As regular viewers of the SCOTONOMICS show will already know, I have a particular itch that needs scratching: and that itch is the Sustainable Growth Commission report written for the SNP Government in 2018.
Here is how Steven Hail, our second guest summarised part of the report – the bit that suggests we pay off “our share of the UK national debt”:
“It sounds like something you would hear from someone who doesn’t understand how the monetary system works” he said.
You can see Steven’s further thoughts on the Sustainable Growth Commission Report here and I agree with everything he said.
What I want to look at in this post are the reasons that this report really does get my goat!
And I know I am not alone.
I have yet to chat with any economist who is prepared to agree with the recommendations or the general themes contained in the report. Unfortunately, I wish I could say the same about our First Minister:
During the 2021 Holyrood campaign, First Minister Nicola Sturgeon reiterated her support:
“The general approach of the growth commission is one that I absolutely agree with”
Please, if anyone wants to come on to the show to walk us through the Sustainable Growth Report and tell us all why we are wrong about this report we will happily have them on the show.
The question you can rightly ask is, how come a report that has so few supporters, has so much influence? Well, the answer is not in the number of supporters, but the position of those supporting the report.
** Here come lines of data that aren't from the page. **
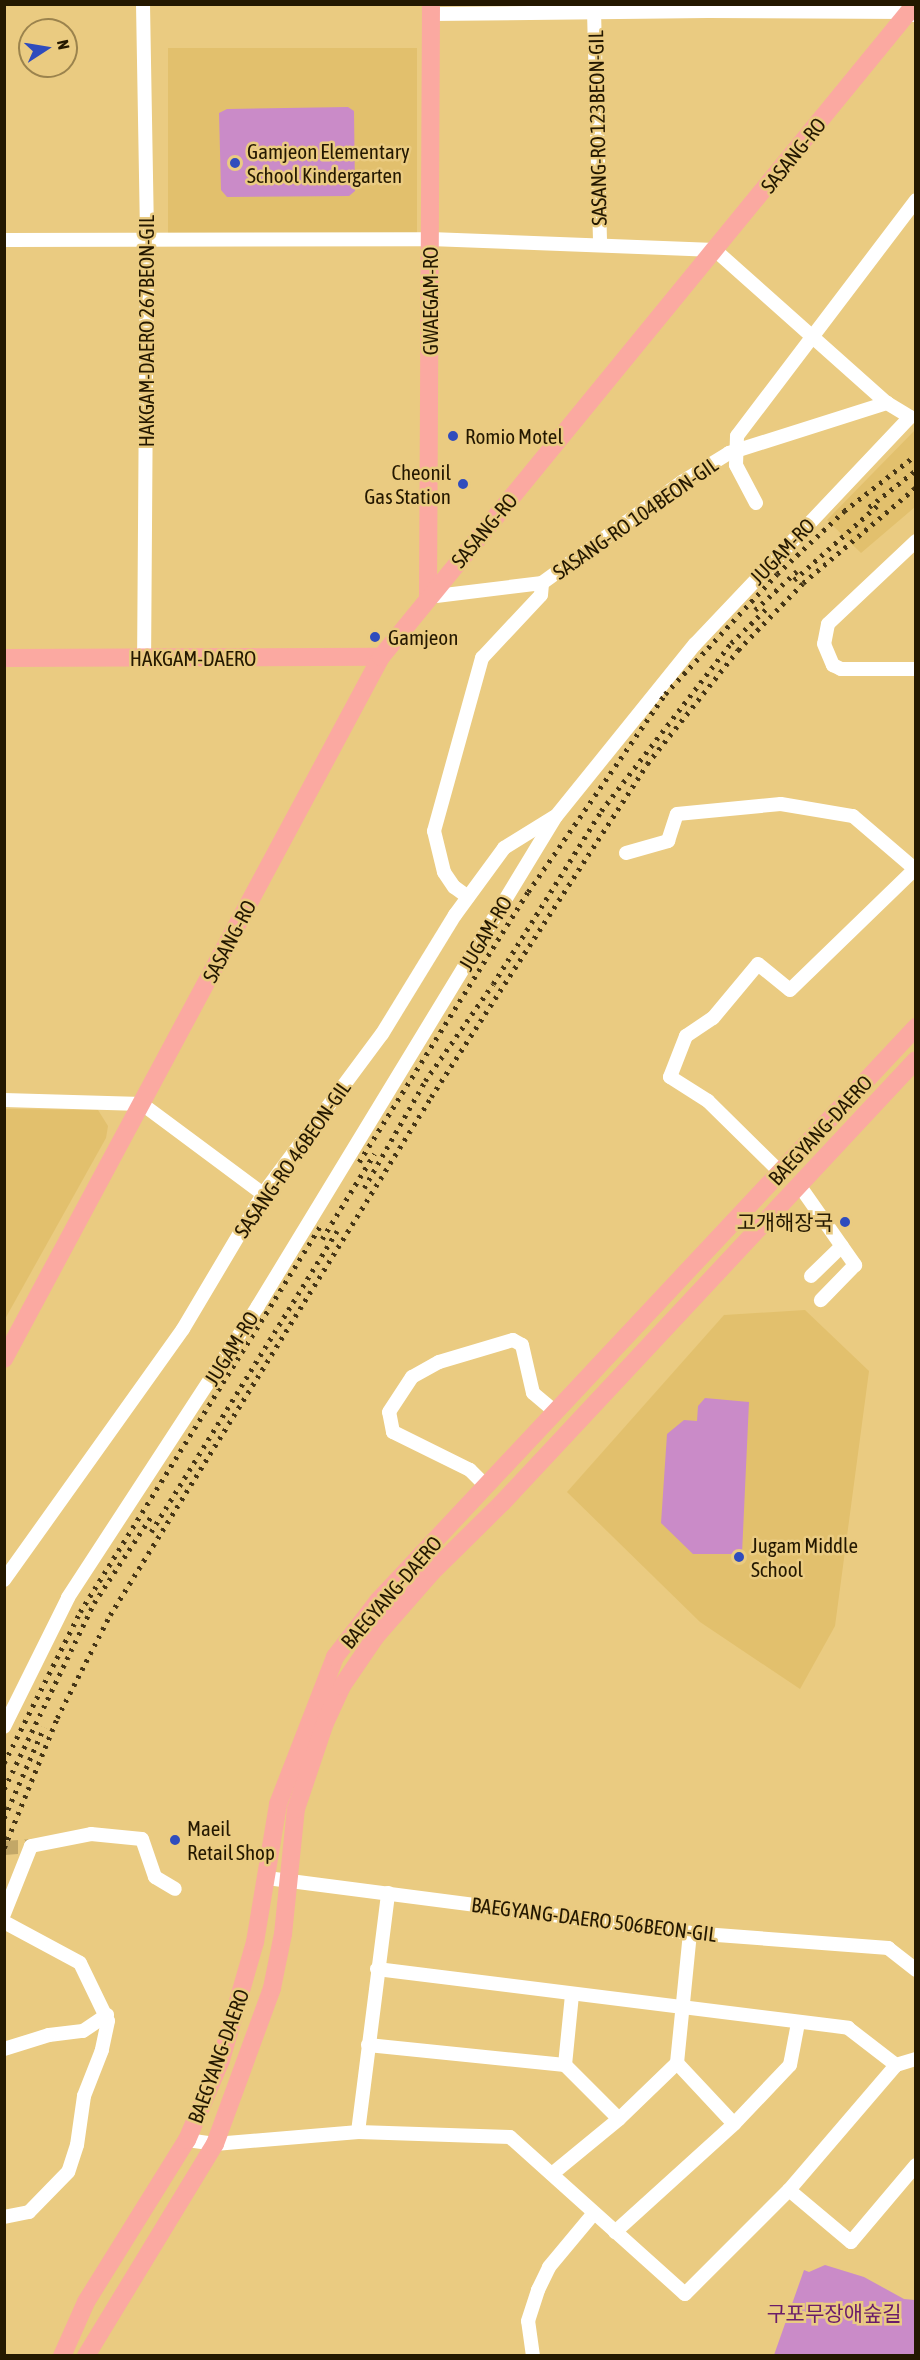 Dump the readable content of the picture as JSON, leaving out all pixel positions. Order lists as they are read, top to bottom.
{
  "streets": {
    "main road": [
      "SASANG-RO",
      "GWAEGAM-RO",
      "HAKGAM-DAERO",
      "BAEGYANG-DAERO"
    ],
    "street": [
      "SASANG-RO 123BEON-GIL",
      "HAKGAM-DAERO 267BEON-GIL",
      "SASANG-RO 104BEON-GIL",
      "JUGAM-RO",
      "SASANG-RO 46BEON-GIL",
      "BAEGYANG-DAERO 506BEON-GIL"
    ]
  },
  "crossings": [
    ["SASANG-RO 123BEON-GIL", "SASANG-RO"],
    ["SASANG-RO 123BEON-GIL", "GWAEGAM-RO"],
    ["SASANG-RO 123BEON-GIL", "HAKGAM-DAERO 267BEON-GIL"],
    ["SASANG-RO 123BEON-GIL", "JUGAM-RO"],
    ["SASANG-RO", "GWAEGAM-RO"],
    ["SASANG-RO", "SASANG-RO 104BEON-GIL"],
    ["SASANG-RO", "JUGAM-RO"],
    ["SASANG-RO", "HAKGAM-DAERO"],
    ["GWAEGAM-RO", "SASANG-RO 104BEON-GIL"],
    ["HAKGAM-DAERO 267BEON-GIL", "HAKGAM-DAERO"],
    ["SASANG-RO 104BEON-GIL", "JUGAM-RO"],
    ["JUGAM-RO", "SASANG-RO 46BEON-GIL"],
    ["BAEGYANG-DAERO", "BAEGYANG-DAERO 506BEON-GIL"]
  ],
  "parks": ["구포무장애숲길"],
  "places": [
    "Gamjeon Elementary School Kindergarten",
    "Romio Motel",
    "Cheonil Gas Station",
    "Gamjeon",
    "고개해장국",
    "Jugam Middle School",
    "Maeil Retail Shop"
  ],
  "north": "right"
} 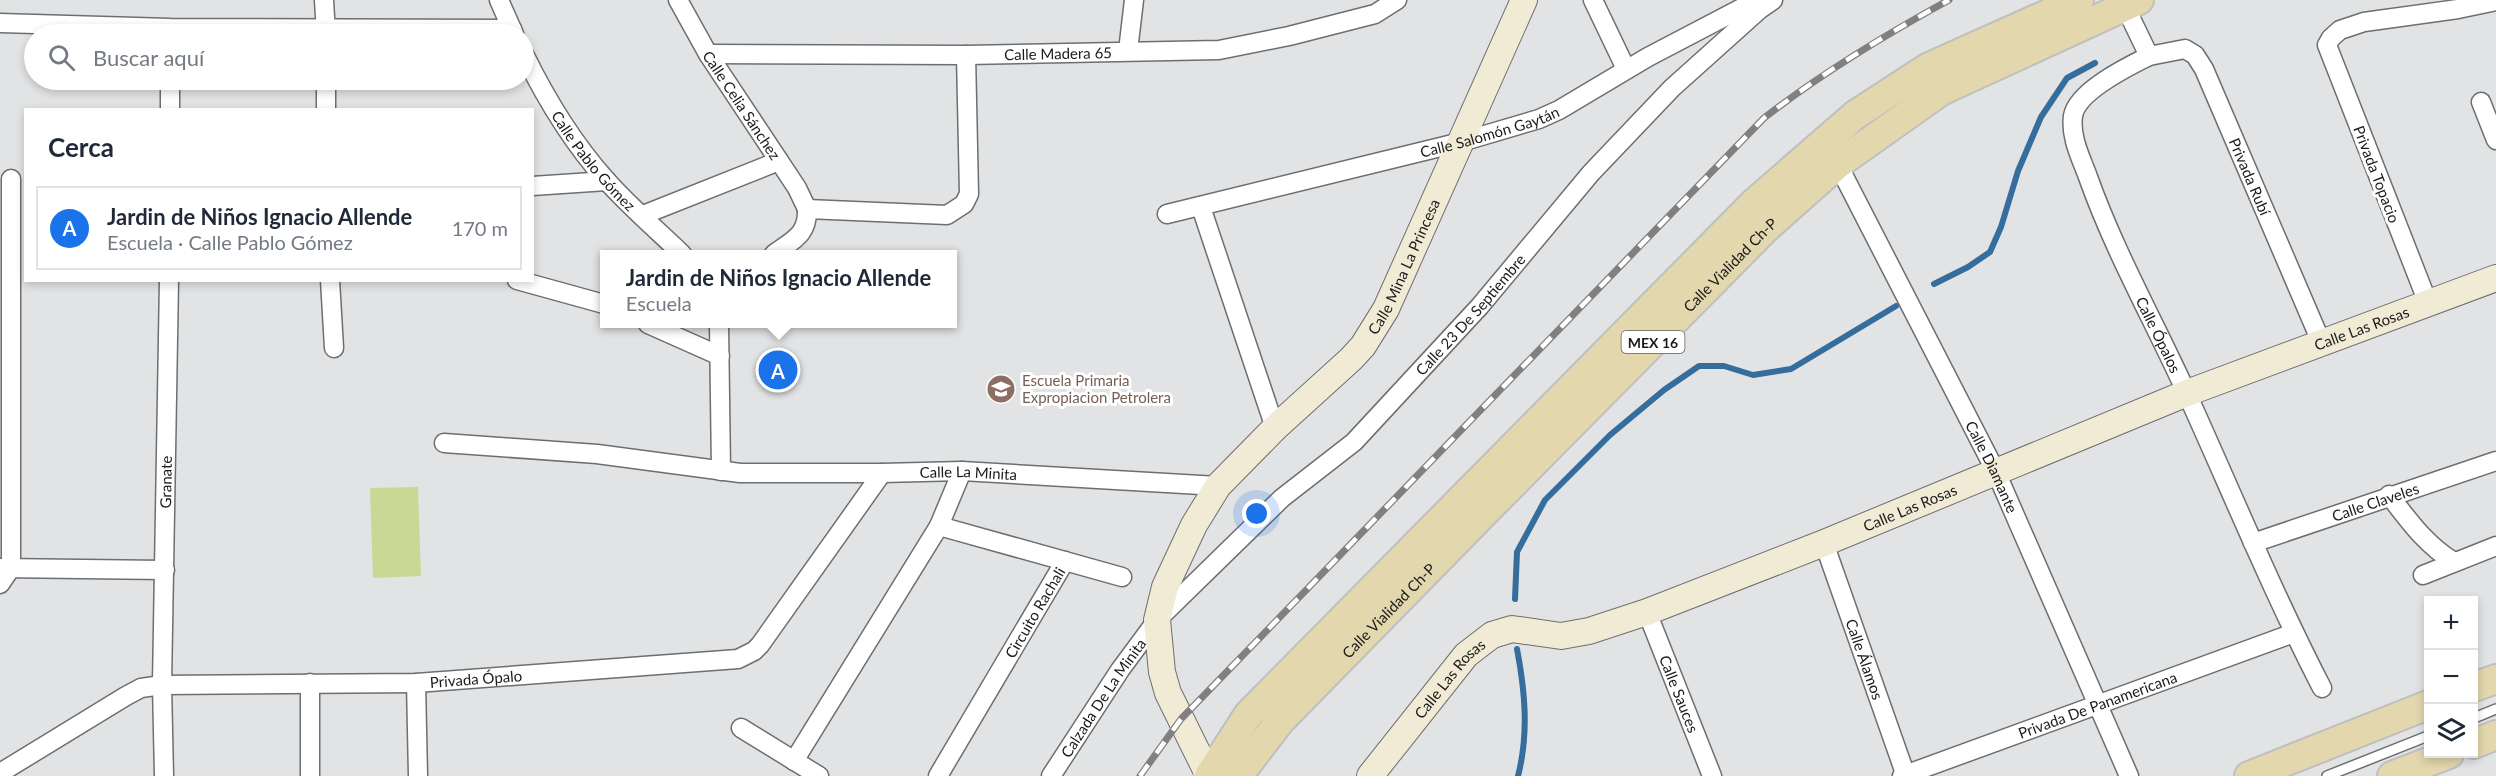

And therein lies the problem.
SNP leader of the House of Commons, Ian Blackford and the Scottish Finance Secretary, Kate Forbes continually mention the need for Scotland to match “the six tests”, a key part of the Sustainable Growth Commission report before we move towards issuing our own currency.
This is a brilliant video from Tim Rideout, a member of the SNP Policy Committee, discussing the hopelessness of the six tests at the SNP Conference in 2019 (and watch to the end to hear the resounding round of applause)
Despite the obvious flaws and the resounding support of members of the SNP, this report is as sticky as a boiled sweet in the bottom of your trouser pocket.
THE SGC report creates a kind of hazy vision for Scotland and nowhere is the haze so strong as the meaning of the word “sustainable”
The sustainability that you and I think about is NOT the sustainability covered in the report.
Their sustainability is “financial sustainability / fiscal sustainability” and essentially growth, every year, forever!
And this is what is at the heart of the report, bolted into place by neoliberal ideals, conservative ideas, and don’t rock the boat policies.
The sustainability I want to talk about? That hardly gets a mention.
Guess how many times “climate change” is mentioned in the 354-page report. Answer at the end of this post.
Scotland, post-independence, guided by the Sustainable Growth Commission
The heart of the report as I have mentioned is the six tests for a new currency: “The introduction of a separate Scottish currency, would be subject to six tests” So in that spirit, here are my six major problems with the Sustainable Growth Report.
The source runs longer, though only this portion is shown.